Data below:
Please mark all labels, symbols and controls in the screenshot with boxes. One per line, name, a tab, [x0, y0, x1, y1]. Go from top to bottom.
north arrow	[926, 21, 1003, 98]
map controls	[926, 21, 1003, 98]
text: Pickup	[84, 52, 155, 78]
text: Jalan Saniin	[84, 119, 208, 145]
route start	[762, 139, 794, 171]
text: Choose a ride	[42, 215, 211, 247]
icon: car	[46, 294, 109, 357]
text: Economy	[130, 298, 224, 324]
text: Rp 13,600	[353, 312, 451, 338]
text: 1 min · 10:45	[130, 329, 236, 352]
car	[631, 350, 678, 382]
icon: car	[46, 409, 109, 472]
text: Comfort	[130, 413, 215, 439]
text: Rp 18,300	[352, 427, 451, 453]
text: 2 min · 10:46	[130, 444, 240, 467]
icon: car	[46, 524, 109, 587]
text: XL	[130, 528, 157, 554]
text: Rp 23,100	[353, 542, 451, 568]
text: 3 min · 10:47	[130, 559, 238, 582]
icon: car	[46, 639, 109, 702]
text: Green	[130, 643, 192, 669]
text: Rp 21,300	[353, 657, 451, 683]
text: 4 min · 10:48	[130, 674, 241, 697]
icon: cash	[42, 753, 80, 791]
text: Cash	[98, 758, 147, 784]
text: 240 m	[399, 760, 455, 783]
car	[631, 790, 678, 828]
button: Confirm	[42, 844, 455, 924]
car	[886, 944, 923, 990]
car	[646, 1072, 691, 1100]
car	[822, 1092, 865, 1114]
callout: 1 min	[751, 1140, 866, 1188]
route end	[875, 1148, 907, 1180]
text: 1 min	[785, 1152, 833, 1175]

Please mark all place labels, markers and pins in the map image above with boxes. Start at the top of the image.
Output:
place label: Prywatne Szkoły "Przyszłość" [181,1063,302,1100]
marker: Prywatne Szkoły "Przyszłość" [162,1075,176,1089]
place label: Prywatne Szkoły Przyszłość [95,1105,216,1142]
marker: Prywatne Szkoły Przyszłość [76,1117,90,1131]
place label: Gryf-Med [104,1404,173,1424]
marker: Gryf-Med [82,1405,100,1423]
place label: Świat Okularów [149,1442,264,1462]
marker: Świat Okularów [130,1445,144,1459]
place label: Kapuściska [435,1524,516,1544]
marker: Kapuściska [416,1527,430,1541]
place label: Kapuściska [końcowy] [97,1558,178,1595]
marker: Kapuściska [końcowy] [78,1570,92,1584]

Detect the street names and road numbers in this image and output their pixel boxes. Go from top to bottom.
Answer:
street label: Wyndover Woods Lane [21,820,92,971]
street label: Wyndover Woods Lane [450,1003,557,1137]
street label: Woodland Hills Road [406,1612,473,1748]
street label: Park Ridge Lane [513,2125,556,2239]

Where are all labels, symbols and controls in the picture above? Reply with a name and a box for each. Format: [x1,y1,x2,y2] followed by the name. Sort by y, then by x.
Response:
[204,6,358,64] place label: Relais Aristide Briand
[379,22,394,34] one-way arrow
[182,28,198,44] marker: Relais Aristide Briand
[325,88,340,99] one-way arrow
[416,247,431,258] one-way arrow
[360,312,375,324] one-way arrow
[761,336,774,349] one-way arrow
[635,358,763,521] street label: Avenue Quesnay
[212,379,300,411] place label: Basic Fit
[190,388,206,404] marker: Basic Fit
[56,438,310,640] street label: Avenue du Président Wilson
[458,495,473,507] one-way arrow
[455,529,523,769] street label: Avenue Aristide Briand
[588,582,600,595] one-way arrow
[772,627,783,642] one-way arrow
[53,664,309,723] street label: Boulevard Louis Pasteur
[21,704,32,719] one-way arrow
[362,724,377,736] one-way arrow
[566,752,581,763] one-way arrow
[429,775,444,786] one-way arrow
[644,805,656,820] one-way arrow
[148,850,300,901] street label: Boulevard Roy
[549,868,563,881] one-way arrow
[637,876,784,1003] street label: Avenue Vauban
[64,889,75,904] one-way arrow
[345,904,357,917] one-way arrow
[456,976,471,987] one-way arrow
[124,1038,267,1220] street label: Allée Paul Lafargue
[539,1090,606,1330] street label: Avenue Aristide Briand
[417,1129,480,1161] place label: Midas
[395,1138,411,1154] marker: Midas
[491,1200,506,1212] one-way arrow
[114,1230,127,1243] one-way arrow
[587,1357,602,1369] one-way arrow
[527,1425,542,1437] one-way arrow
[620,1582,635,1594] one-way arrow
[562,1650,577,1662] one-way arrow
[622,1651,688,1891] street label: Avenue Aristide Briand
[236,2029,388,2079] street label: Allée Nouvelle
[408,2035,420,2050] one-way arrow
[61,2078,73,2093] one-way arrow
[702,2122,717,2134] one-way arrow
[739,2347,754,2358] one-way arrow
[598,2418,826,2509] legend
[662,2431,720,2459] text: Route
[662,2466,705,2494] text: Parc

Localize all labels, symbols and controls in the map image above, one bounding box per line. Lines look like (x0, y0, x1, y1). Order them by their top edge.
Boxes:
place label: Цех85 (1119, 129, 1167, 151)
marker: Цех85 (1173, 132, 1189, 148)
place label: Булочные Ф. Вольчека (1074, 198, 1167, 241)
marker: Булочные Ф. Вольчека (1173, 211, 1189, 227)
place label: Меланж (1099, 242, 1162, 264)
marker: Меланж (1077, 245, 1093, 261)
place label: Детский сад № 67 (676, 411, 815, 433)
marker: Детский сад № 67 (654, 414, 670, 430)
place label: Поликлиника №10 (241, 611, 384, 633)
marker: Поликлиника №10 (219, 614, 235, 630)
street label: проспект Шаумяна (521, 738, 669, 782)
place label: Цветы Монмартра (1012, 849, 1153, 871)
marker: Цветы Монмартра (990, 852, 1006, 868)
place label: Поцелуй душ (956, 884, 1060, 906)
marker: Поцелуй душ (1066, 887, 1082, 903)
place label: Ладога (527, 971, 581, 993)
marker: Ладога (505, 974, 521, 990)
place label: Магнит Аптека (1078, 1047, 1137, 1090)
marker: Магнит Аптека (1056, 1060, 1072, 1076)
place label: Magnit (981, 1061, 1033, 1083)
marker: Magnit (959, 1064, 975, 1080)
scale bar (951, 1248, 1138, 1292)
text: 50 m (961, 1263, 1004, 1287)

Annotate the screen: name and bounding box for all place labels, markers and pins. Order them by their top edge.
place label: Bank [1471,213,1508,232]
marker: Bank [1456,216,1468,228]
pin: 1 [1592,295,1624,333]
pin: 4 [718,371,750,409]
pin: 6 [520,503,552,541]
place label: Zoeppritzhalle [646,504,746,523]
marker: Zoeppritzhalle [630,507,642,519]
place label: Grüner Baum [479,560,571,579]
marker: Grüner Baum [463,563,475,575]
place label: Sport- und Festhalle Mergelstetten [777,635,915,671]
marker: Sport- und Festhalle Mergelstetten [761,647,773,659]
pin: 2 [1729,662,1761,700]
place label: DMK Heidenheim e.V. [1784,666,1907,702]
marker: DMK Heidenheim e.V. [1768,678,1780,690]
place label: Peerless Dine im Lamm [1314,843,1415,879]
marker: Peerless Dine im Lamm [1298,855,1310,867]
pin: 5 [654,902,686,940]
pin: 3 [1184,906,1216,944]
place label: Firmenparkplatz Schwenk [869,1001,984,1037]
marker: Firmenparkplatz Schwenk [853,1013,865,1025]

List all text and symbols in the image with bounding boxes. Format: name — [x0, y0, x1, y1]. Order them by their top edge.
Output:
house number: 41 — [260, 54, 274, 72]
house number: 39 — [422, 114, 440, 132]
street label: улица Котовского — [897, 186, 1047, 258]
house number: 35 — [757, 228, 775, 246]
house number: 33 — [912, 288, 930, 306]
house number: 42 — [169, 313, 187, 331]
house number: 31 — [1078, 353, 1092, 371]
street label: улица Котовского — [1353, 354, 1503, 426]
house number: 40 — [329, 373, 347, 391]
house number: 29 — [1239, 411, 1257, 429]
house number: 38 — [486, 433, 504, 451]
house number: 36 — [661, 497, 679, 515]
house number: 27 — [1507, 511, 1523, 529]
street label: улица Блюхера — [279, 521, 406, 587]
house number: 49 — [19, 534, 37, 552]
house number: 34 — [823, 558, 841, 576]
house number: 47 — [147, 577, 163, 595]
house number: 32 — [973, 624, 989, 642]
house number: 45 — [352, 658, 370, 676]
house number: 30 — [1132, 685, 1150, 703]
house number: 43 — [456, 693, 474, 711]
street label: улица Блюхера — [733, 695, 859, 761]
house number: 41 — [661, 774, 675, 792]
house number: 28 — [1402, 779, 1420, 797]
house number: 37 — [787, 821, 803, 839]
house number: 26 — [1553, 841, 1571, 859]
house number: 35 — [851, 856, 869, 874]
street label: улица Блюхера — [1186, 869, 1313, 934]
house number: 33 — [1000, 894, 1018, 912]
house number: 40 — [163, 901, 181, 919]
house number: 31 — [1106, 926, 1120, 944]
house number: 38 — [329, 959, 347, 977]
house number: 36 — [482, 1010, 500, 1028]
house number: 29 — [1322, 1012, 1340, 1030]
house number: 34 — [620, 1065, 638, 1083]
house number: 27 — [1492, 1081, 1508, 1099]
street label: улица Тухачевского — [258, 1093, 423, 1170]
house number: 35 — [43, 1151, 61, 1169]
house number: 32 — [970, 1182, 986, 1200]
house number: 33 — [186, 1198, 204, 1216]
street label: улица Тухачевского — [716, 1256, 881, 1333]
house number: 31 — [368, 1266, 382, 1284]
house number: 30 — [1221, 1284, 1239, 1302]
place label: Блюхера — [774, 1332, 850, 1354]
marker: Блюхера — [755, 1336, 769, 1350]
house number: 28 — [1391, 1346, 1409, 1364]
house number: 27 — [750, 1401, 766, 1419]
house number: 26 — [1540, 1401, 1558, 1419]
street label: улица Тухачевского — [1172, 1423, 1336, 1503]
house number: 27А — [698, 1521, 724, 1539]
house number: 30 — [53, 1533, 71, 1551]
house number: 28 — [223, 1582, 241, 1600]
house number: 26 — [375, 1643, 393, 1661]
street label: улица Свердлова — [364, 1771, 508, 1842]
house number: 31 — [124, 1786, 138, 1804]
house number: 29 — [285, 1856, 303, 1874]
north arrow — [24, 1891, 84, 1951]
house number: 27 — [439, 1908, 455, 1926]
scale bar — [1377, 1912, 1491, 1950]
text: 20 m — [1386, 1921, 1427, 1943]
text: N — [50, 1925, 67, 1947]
End of Data.
■ Task instructions: Look through the entries for lines containing the word "Lamm" and return each one.

■ Result:
place label: Peerless Dine im Lamm [1314,843,1415,879]
marker: Peerless Dine im Lamm [1298,855,1310,867]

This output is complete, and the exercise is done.